**Input data**
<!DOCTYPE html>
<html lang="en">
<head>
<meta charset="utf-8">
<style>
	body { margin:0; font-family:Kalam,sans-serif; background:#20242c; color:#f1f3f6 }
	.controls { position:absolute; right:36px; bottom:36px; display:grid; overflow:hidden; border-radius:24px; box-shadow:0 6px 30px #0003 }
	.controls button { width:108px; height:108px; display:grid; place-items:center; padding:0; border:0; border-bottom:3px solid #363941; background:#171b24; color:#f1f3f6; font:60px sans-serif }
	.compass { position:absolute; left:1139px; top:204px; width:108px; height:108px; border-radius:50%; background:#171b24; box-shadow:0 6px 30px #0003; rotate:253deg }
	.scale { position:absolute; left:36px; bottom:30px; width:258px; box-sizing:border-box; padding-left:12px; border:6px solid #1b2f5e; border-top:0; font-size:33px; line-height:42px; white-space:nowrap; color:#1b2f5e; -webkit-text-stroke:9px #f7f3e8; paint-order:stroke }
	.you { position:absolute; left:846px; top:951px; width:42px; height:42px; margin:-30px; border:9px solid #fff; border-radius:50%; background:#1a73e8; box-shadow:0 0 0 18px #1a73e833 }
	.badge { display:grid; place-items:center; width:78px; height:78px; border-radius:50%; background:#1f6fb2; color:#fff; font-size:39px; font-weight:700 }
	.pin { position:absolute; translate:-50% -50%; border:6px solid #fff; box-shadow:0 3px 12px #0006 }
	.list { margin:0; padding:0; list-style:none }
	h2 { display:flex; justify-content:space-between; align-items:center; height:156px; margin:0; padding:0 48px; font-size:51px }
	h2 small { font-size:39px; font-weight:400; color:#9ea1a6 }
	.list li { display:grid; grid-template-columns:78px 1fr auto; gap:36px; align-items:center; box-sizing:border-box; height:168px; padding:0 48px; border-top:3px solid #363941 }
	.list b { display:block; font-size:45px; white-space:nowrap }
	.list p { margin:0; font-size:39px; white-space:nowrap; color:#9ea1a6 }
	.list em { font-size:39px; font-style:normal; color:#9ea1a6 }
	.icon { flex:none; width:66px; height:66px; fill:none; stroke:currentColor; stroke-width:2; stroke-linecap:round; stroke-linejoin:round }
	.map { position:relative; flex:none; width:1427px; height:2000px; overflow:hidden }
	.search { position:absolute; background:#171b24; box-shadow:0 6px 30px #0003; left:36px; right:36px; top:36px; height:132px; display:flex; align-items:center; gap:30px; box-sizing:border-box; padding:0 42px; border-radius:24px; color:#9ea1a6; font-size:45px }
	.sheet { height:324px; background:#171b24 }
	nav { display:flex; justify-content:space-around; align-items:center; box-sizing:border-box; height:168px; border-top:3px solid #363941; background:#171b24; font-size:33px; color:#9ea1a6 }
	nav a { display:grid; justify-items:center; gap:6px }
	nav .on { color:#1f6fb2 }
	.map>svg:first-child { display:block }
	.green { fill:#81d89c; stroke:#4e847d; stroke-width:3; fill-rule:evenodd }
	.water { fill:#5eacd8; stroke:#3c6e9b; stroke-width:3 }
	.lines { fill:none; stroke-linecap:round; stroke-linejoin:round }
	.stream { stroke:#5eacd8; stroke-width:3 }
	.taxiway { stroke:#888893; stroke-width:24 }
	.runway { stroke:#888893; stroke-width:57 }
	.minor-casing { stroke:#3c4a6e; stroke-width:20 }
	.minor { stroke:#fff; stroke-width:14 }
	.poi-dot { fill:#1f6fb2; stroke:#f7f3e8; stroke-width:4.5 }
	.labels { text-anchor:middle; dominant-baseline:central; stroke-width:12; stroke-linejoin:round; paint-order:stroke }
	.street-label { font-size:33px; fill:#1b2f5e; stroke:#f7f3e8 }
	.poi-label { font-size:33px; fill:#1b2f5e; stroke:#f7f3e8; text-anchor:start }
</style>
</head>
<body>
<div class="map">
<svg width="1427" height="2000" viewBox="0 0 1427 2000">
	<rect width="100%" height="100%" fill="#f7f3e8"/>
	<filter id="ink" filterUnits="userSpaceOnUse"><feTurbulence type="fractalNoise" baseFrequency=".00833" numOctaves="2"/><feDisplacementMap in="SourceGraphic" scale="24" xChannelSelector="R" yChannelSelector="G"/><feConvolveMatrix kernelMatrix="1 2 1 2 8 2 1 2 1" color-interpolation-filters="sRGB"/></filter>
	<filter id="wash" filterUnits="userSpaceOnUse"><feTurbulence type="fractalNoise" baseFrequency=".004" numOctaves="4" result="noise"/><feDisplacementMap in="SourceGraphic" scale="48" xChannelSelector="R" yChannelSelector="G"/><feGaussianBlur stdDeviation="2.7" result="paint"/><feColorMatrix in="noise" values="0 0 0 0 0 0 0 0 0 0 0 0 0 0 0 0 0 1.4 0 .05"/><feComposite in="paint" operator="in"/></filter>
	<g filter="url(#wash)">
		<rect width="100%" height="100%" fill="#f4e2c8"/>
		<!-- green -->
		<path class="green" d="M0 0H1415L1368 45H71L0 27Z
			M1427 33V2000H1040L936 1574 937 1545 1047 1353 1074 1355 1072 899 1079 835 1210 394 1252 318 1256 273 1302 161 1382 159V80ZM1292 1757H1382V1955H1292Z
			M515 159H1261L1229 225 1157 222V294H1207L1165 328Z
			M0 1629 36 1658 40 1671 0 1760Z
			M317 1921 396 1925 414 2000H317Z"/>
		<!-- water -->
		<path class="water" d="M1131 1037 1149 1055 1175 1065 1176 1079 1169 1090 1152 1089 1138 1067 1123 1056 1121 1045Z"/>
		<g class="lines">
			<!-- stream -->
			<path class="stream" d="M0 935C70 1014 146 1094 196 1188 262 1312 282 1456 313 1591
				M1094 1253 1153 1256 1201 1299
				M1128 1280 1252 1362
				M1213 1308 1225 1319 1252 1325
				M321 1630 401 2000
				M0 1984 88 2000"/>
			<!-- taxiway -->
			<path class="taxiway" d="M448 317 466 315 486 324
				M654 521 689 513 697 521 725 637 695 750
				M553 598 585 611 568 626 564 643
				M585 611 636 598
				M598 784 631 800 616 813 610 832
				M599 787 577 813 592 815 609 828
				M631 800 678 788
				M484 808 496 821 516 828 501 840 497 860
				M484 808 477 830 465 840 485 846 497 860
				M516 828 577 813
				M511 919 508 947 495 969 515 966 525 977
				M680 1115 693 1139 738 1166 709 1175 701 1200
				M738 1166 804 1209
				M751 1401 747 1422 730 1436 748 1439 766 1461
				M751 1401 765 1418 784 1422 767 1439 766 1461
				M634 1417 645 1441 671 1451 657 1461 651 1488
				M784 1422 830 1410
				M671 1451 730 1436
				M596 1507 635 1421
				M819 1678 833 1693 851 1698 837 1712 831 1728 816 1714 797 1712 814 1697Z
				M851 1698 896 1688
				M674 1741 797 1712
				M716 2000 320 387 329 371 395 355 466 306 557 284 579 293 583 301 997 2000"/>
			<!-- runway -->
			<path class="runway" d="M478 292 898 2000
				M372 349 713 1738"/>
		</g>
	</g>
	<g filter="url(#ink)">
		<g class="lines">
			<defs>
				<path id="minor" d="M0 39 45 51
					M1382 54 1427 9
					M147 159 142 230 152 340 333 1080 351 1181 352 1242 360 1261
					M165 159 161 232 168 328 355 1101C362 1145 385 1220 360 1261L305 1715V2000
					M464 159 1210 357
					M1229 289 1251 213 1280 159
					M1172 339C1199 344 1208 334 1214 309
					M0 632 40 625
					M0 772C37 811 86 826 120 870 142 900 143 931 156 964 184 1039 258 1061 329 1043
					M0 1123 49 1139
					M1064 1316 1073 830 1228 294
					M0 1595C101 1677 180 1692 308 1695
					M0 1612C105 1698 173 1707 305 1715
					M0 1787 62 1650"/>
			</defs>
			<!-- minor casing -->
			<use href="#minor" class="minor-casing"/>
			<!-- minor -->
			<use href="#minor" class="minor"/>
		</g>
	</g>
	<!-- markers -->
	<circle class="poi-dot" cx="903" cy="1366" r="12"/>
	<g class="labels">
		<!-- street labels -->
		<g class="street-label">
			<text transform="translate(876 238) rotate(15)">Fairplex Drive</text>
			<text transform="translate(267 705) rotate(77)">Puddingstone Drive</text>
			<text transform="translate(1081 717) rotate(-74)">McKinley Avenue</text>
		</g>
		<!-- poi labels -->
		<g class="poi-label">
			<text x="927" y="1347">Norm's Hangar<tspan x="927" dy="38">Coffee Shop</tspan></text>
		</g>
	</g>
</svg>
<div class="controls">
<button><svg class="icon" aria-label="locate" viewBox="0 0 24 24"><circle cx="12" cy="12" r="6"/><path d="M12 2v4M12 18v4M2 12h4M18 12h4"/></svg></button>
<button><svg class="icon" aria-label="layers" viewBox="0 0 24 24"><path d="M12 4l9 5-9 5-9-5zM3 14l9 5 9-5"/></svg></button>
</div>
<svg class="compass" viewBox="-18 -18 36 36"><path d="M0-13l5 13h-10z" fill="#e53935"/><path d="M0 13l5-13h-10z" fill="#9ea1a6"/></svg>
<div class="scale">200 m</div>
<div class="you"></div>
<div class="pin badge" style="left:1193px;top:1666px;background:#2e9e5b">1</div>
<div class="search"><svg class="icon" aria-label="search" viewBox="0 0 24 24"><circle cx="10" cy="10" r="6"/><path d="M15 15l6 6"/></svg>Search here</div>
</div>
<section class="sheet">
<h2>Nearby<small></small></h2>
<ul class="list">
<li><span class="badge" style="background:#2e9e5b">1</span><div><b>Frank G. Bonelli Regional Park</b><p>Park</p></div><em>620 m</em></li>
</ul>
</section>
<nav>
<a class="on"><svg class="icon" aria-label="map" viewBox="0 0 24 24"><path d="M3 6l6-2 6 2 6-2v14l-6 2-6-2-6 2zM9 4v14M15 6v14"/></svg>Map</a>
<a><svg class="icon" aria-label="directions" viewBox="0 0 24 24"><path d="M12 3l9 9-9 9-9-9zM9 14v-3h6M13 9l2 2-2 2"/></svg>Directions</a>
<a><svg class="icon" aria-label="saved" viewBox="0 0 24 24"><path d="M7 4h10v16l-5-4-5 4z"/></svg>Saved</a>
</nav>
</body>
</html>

**What to produce**
Lines with "circle" in the records above: copy every one of them.

**Exercise result**
	<circle class="poi-dot" cx="903" cy="1366" r="12"/>
<button><svg class="icon" aria-label="locate" viewBox="0 0 24 24"><circle cx="12" cy="12" r="6"/><path d="M12 2v4M12 18v4M2 12h4M18 12h4"/></svg></button>
<div class="search"><svg class="icon" aria-label="search" viewBox="0 0 24 24"><circle cx="10" cy="10" r="6"/><path d="M15 15l6 6"/></svg>Search here</div>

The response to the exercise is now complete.